Monday, March 22, 2010

Moving Forward (cue dramatic music!)

Apparently, after having cancer, everything is supposed to seem just a little "different". The leaves are a little greener, food tastes better, and every sunset is just a touch more golden. Honestly, everything looks and tastes the same to me. The leaves are green, food is nourishing, and yes, the sun sets. But nothing feels or seems different, other than my level of post-chemo energy. It aggravates me when people say that they had some sort of epiphany as a result of having cancer, like they found Jesus or that they have a "new take on life" or something.
Personally, I have learned NOTHING spiritually or emotionally useful from having cancer. Sure, I've picked up all sorts of fancy doctor language, long acronyms, and intimately understand what it is like to undergo various painful and violating procedures you only hear about on episodes of "House". I've learned that insurance companies can put a price on your life and that even fellow cancer survivors can still be real assholes, no matter how many "epiphanies" they've had.
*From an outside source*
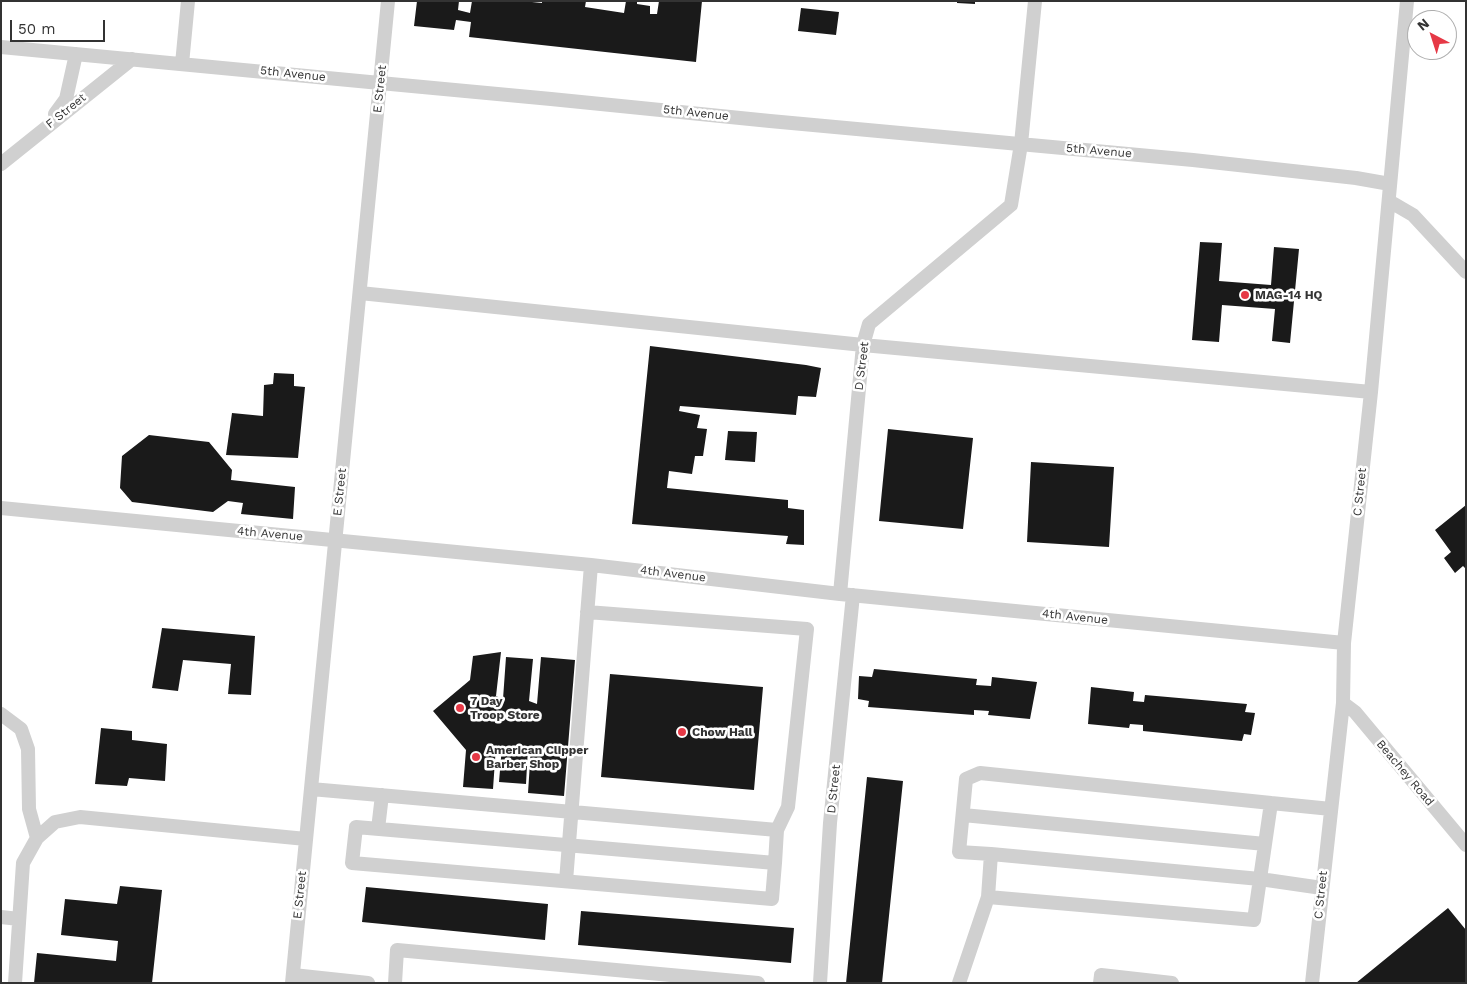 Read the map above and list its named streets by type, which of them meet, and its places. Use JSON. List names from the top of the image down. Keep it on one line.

I've also had the illustrious privilege of receiving a $10,000 statement from my treatment center and various bill-grants refused, simply because I had student loan income the year I was diagnosed. I've learned that I don't qualify for insurance (or I have to through the nose for it), simply because of one random, mitotic mutation that precipitated my cancer development and that having only one PET scan, costing 7K each, a year is "enough". (I need one every three months) I've learned that hospital accountants are real assholes with no semblance of human compassion/are robots trained to squeeze every last dime from you and that it is more important for me to pay my hospital bill immediately than to focus on getting healthy. I've learned that money has become the pivot point of our country; things get done if you've got the money...you can see a doctor, you can prevent cancer, you can get your illness treated right away, you can receive competent and compassionate care, you can even buy yourself fake sympathy.